Your objective =>
Where a line of the records holds the string "JSON", copy that line.

Records to use =>
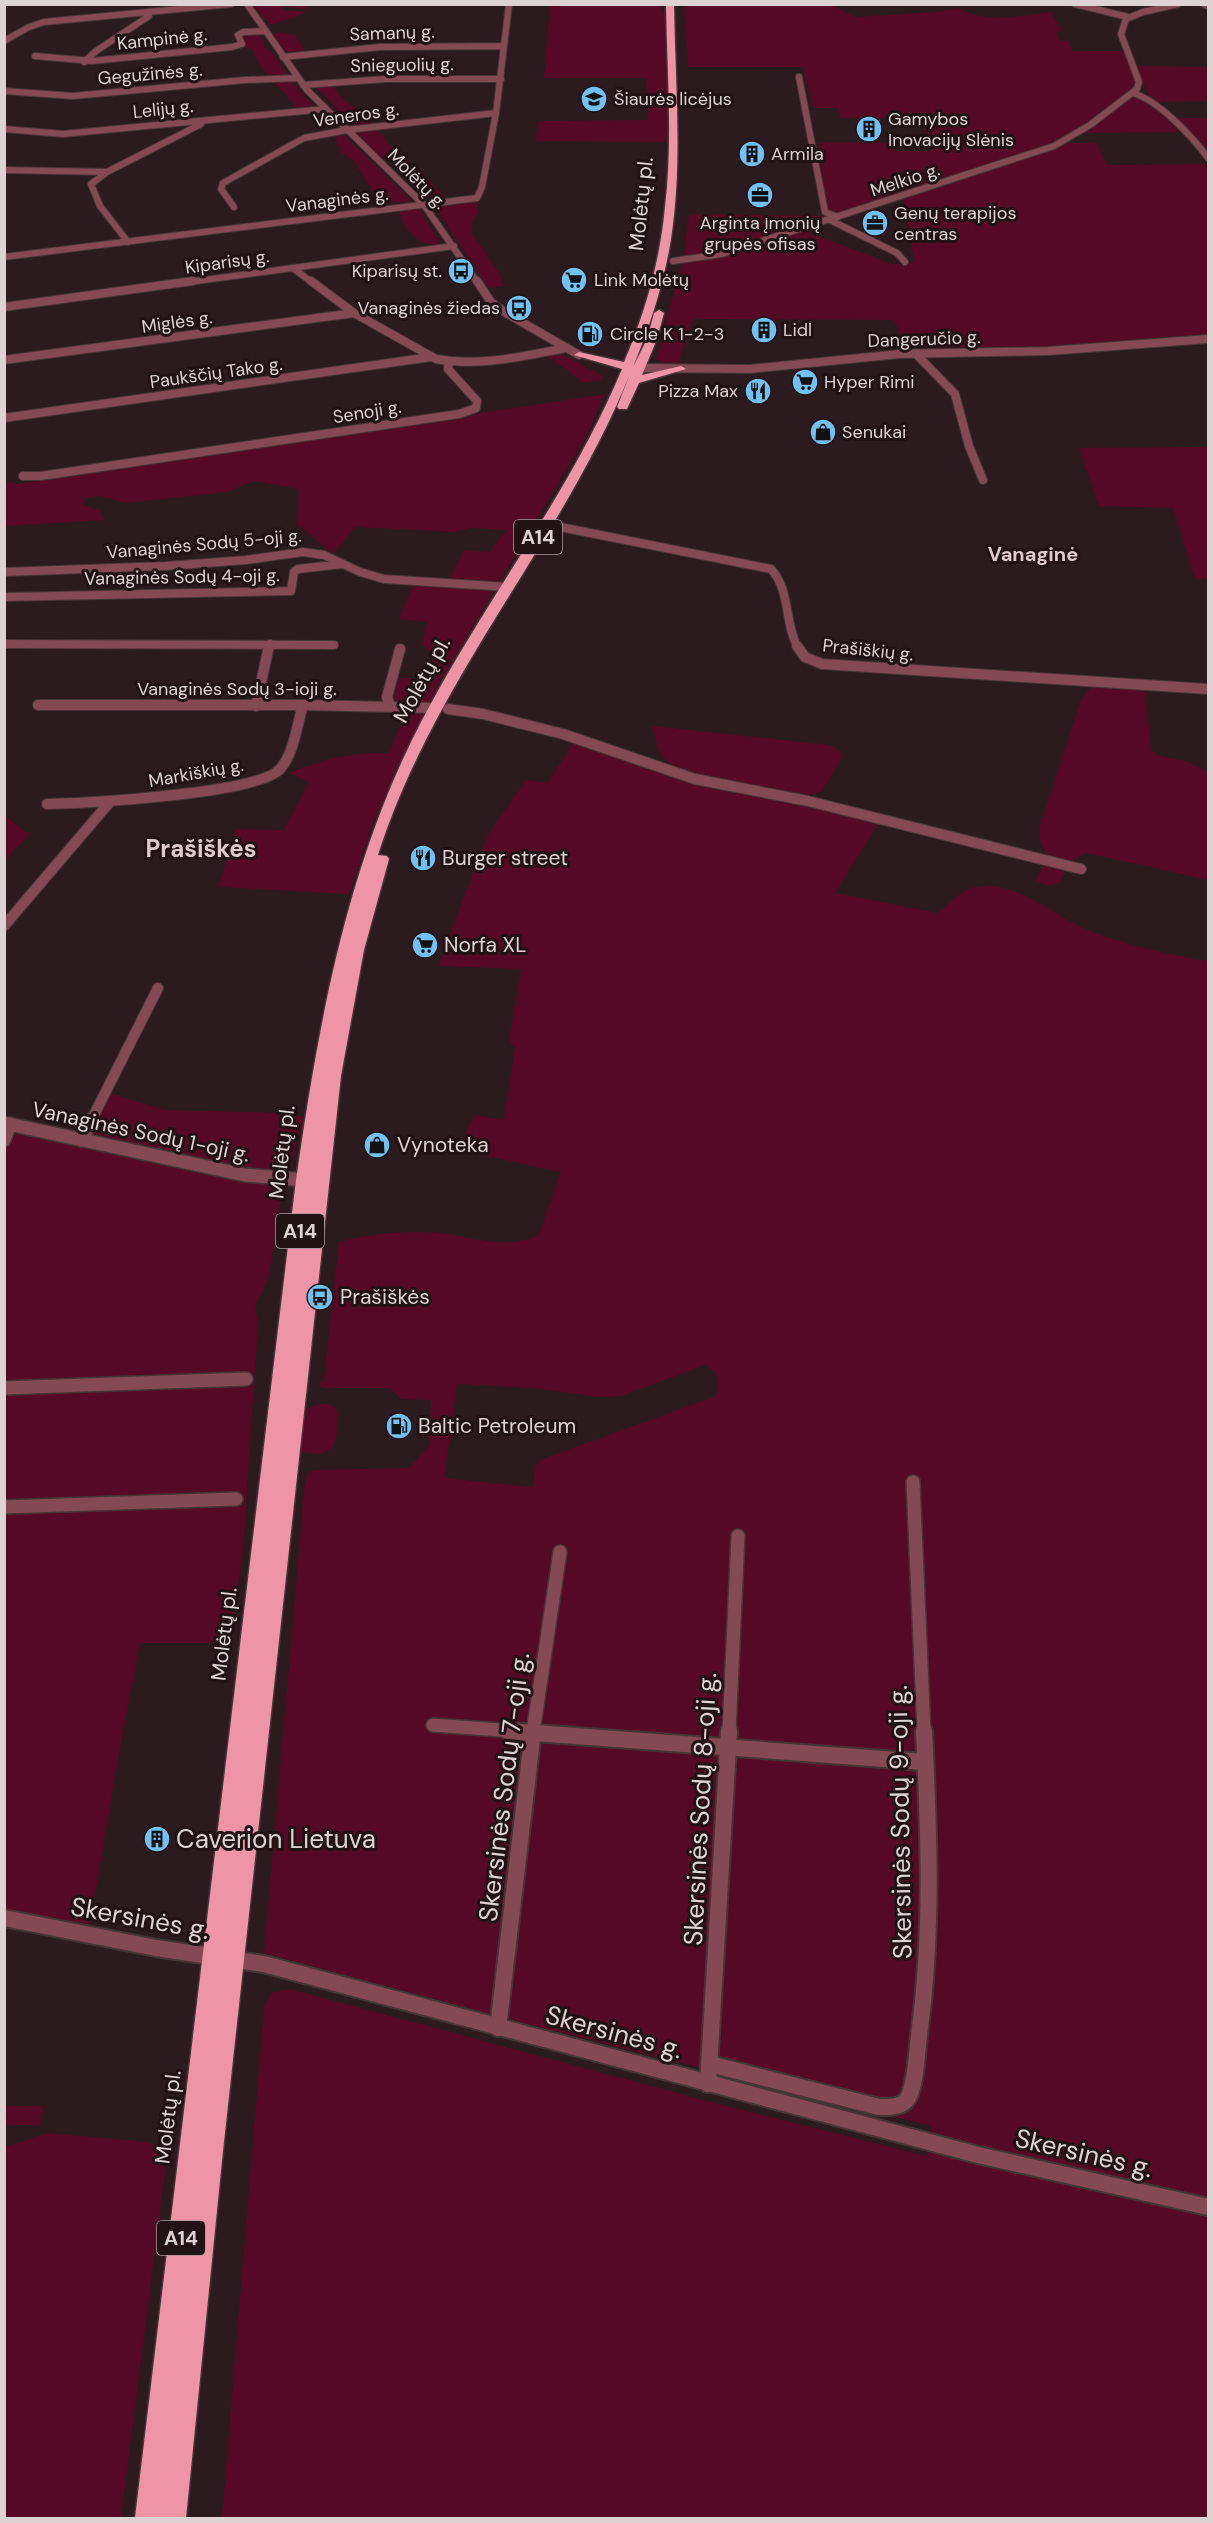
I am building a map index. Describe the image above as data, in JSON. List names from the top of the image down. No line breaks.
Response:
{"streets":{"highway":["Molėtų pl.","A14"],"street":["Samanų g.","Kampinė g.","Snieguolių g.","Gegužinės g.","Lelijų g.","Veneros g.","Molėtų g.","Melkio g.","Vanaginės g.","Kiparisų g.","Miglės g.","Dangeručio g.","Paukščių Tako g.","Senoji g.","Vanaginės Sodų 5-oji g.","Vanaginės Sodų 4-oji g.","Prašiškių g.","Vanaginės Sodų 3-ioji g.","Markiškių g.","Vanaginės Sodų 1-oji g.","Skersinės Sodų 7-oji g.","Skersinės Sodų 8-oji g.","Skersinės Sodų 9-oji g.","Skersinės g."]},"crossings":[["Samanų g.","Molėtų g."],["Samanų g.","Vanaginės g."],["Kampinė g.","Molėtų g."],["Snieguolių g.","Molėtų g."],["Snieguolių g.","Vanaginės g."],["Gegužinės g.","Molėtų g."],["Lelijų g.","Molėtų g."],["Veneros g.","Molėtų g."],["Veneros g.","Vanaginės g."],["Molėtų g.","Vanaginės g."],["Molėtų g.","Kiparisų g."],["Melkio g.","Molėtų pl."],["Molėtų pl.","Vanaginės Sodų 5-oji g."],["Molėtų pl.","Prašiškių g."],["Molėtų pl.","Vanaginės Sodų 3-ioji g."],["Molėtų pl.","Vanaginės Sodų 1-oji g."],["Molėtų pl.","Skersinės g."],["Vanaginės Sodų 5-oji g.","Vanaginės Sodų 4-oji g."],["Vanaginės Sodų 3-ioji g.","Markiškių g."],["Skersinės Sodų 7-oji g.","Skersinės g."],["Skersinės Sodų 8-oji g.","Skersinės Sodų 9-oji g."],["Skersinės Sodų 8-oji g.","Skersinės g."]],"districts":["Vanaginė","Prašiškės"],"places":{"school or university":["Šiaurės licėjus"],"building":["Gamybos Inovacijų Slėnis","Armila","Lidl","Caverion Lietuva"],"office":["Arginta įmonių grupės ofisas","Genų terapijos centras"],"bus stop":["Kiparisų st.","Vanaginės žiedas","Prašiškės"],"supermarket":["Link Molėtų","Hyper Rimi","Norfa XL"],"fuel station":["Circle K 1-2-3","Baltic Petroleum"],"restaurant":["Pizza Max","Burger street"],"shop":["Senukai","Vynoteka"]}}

* * *

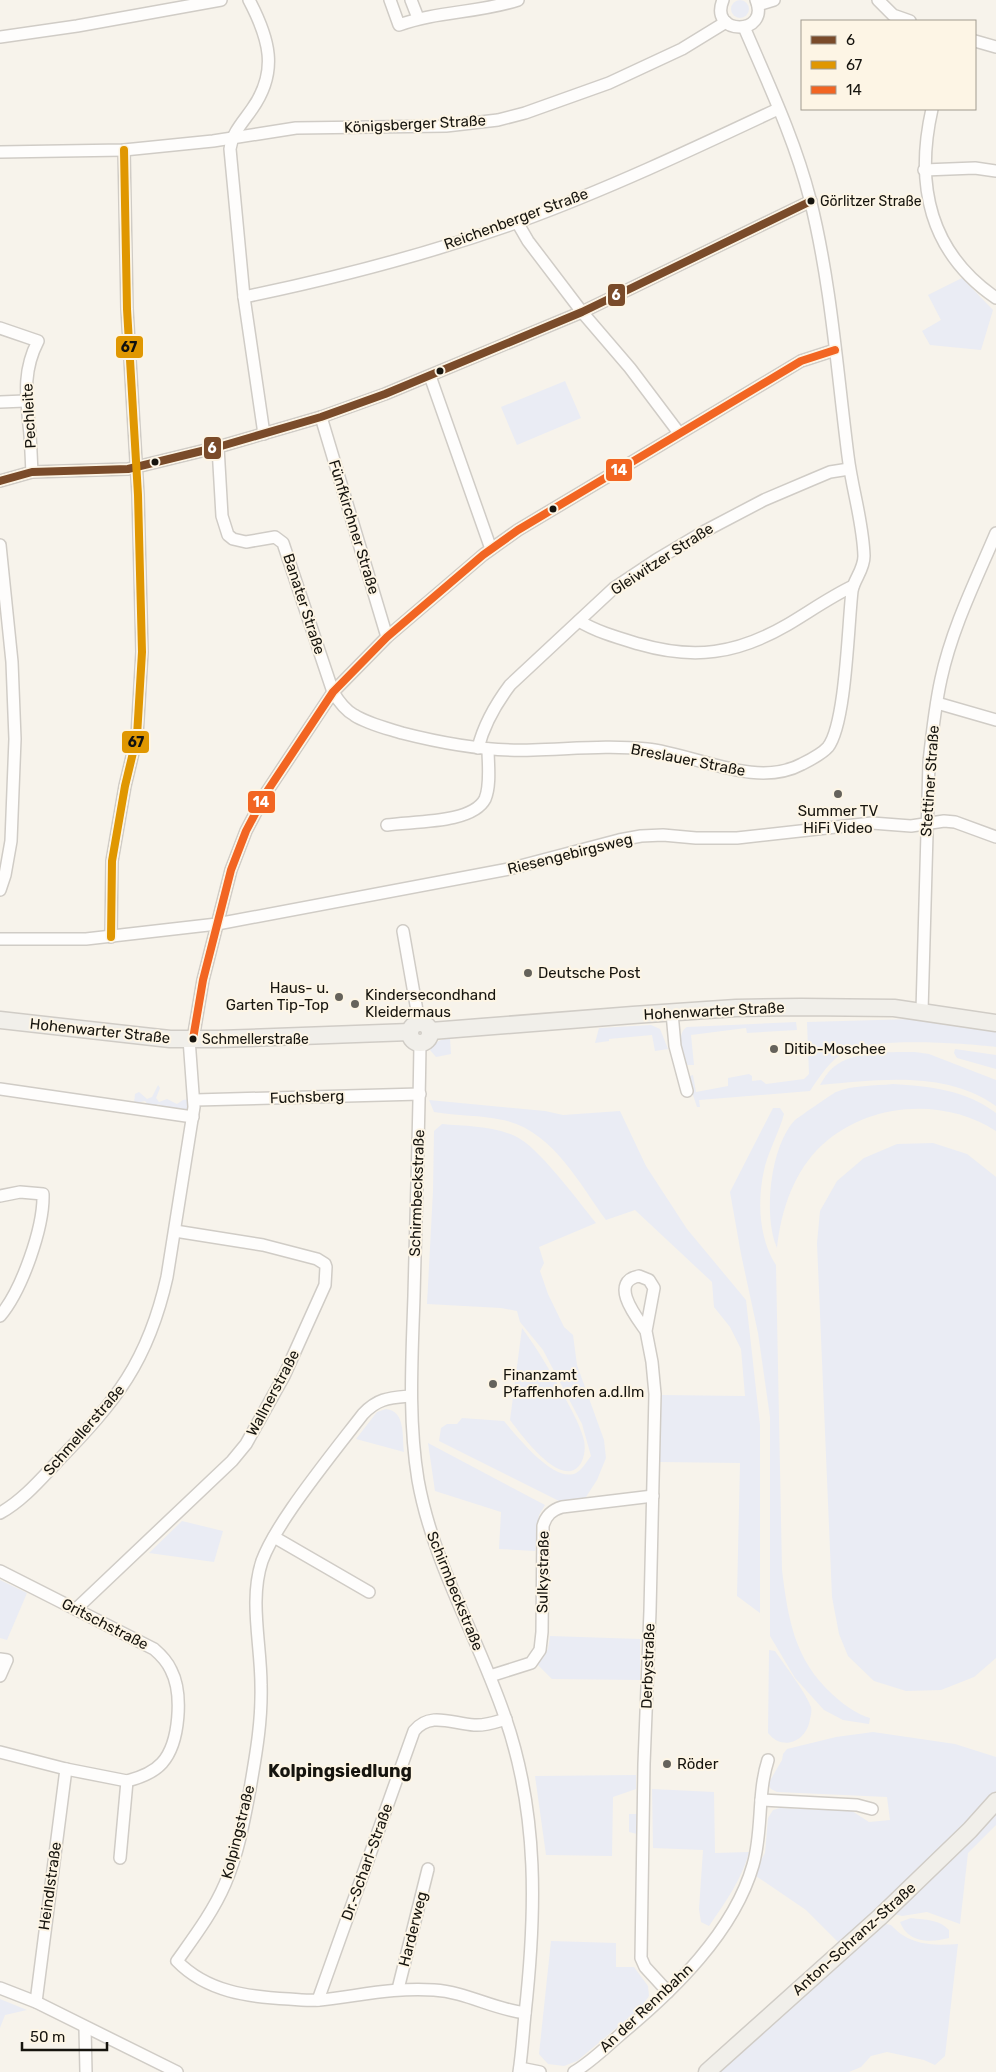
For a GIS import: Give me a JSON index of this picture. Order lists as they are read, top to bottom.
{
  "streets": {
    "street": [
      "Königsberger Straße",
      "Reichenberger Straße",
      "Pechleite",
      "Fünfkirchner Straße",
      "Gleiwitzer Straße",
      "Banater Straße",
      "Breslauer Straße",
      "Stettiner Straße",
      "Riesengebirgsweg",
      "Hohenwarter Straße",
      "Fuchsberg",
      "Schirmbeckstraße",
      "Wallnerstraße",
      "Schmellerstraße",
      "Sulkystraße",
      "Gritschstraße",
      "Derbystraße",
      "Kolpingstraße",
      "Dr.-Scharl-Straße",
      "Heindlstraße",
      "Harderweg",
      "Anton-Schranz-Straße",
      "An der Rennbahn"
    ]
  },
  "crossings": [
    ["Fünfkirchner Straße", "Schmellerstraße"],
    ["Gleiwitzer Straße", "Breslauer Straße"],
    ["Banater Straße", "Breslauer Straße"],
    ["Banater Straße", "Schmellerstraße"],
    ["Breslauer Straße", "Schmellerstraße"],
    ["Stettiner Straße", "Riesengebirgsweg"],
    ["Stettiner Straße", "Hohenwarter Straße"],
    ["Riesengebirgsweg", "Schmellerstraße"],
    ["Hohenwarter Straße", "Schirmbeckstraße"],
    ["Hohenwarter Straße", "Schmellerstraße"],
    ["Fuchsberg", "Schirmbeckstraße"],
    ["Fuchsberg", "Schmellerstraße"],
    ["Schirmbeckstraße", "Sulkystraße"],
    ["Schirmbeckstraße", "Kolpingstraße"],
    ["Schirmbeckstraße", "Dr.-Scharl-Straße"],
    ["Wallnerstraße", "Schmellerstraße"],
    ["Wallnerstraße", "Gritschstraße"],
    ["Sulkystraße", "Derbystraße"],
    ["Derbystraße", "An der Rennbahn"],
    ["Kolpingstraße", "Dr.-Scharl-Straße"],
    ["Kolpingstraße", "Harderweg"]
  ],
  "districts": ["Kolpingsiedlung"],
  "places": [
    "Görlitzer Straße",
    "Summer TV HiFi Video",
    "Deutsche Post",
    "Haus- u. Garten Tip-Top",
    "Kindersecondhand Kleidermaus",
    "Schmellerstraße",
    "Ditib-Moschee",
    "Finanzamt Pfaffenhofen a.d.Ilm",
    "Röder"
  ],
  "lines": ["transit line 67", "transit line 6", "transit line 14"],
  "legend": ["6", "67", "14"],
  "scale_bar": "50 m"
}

Output =>
I am building a map index. Describe the image above as data, in JSON. List names from the top of the image down. No line breaks.
For a GIS import: Give me a JSON index of this picture. Order lists as they are read, top to bottom.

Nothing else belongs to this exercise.